The solution of cleaning empty values but only if there is at least one non-empty value for the duplicated property seems like a strange mix (option 3). But maybe could do the job:
- User don't have to deal with empty values by himself, as they are removed
- Meaning could be retained in case of empty content
But is weird as the user still will have to deal with empty value for the particular case. It is a little bit strange.
So in conclusión, I have not a clear view about what we should do, the three options make some sense. The prefered one by my side would be the option 1, but I'm also ok with option 2 and 3. @croqaz @kmike @Gallaecio, what do you think?
I have the same concerns as Ivan. For OpenGraph we return a single value for an attribute, and empty values affect prioritization in case of multiple meta tags, so doing a correct prioritization (non-empty over empty) is fixing a bug.
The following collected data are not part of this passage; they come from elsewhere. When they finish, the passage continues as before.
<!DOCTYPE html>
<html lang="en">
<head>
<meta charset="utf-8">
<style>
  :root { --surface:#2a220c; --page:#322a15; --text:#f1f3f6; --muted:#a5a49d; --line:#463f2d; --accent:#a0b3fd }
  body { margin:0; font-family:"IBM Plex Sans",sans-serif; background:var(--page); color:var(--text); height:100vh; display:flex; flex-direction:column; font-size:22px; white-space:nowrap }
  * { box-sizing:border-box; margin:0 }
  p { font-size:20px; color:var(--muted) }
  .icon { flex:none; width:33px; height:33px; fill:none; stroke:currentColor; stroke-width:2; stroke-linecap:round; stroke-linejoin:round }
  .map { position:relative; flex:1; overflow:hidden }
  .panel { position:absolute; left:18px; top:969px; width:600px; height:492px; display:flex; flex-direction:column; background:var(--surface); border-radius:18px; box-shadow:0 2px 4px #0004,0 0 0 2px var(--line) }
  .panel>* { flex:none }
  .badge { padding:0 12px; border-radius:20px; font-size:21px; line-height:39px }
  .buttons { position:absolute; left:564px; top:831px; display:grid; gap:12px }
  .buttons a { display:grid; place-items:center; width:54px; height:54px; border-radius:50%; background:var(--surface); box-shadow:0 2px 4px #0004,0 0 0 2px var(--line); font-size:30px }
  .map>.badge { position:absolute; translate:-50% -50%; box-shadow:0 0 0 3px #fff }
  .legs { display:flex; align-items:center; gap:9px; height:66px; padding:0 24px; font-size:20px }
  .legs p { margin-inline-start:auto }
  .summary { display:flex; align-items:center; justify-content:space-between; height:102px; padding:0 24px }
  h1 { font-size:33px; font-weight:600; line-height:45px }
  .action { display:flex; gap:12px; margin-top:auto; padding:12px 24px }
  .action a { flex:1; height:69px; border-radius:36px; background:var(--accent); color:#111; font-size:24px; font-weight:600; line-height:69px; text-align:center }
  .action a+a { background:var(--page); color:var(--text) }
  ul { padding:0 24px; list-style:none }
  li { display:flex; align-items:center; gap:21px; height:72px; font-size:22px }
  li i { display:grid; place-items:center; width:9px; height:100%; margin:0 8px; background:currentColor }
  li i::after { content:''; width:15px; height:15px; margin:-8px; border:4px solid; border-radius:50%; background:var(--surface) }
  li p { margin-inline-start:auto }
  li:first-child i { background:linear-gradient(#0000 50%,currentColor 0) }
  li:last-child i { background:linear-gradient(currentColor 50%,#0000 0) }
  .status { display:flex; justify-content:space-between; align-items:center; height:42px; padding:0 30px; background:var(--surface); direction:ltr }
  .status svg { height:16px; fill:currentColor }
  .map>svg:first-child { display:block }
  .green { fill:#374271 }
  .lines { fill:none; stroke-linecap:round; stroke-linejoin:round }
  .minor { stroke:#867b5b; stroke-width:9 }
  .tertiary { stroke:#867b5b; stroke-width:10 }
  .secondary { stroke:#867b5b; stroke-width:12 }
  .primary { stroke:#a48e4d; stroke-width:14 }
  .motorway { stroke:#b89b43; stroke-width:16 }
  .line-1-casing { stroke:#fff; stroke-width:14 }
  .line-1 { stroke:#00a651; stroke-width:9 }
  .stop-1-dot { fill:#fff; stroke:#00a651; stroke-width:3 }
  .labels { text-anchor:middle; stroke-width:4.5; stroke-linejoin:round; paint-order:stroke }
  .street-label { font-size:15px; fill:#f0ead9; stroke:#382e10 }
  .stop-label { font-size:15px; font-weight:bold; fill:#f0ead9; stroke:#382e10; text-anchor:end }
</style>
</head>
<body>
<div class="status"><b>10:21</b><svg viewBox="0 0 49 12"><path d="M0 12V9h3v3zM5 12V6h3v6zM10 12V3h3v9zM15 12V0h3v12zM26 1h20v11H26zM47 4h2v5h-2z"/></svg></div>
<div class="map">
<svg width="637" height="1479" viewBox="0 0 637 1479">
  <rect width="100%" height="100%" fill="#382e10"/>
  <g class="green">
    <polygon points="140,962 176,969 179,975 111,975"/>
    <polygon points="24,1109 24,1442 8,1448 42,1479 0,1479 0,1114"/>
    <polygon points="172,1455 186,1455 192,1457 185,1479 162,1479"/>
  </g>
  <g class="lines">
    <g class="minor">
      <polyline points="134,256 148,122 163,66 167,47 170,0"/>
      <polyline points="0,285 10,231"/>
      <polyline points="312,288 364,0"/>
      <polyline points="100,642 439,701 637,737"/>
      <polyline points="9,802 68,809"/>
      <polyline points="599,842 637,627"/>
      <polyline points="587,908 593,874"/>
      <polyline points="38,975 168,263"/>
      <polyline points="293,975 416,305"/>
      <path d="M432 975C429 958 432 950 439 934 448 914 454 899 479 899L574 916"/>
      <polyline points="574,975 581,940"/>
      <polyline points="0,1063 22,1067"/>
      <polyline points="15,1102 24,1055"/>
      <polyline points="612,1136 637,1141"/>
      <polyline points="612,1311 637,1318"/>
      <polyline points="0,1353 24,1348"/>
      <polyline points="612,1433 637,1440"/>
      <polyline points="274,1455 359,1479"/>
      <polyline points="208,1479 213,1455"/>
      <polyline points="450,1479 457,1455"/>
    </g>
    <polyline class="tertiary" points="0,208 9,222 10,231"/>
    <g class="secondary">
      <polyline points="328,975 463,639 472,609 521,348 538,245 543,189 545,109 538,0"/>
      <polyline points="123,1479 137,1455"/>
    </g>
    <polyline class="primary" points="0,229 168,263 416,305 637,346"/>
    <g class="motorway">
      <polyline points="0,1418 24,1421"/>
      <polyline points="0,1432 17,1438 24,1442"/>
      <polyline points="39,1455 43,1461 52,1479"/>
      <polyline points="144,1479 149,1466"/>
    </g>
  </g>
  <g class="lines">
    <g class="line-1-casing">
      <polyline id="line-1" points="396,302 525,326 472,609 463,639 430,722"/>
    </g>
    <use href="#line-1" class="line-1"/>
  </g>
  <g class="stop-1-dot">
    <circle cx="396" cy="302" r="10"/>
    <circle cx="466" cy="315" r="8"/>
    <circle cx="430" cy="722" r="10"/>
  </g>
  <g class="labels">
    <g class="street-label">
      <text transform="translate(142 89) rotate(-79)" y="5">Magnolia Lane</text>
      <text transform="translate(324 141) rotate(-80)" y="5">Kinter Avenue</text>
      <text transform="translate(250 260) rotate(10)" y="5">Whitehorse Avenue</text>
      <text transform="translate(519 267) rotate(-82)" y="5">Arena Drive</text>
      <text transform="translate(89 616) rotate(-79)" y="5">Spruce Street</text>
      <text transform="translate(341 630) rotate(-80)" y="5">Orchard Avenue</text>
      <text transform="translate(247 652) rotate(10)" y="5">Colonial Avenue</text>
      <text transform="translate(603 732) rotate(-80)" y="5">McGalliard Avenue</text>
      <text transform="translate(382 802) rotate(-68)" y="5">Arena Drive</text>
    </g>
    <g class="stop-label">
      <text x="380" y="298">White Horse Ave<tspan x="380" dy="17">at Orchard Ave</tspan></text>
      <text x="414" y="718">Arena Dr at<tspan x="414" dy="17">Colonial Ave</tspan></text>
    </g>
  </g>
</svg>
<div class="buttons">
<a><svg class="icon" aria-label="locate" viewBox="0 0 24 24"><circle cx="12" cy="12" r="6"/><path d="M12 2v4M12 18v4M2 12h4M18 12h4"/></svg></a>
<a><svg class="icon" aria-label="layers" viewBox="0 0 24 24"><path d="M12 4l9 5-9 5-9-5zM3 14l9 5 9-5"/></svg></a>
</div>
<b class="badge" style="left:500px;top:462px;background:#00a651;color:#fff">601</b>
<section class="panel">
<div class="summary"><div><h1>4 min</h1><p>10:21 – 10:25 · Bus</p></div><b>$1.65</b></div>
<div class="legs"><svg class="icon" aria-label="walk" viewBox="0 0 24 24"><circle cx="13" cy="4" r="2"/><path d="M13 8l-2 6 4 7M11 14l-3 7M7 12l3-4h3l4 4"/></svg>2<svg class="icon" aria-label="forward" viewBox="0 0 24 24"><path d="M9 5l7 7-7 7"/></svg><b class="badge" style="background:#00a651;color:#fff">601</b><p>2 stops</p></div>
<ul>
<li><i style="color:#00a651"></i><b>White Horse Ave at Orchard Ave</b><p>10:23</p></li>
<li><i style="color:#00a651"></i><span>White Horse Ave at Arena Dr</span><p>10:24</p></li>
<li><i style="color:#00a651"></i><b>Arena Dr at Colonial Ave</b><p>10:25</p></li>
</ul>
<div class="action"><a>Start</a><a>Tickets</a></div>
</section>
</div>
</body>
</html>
Removing all empty values is a different thing; it solves the above mention prioritization problem, but it is a larger change, with unclear outcome - it can be a right thing to do (if having an empty value is the same as not having tag at all), or it can be a data loss (if a presence of a tag with empty value is meaningful information). To decide we need to answer this question, and I'm not sure how to do it :) My suggestion was a tool by Facebook (as standard says nothing), and it seems to confirm that empty value is meaningful - if I'm reading @croqaz's results properly, it does show an empty description if a description is present, but empty - and shows nothing if description is absent.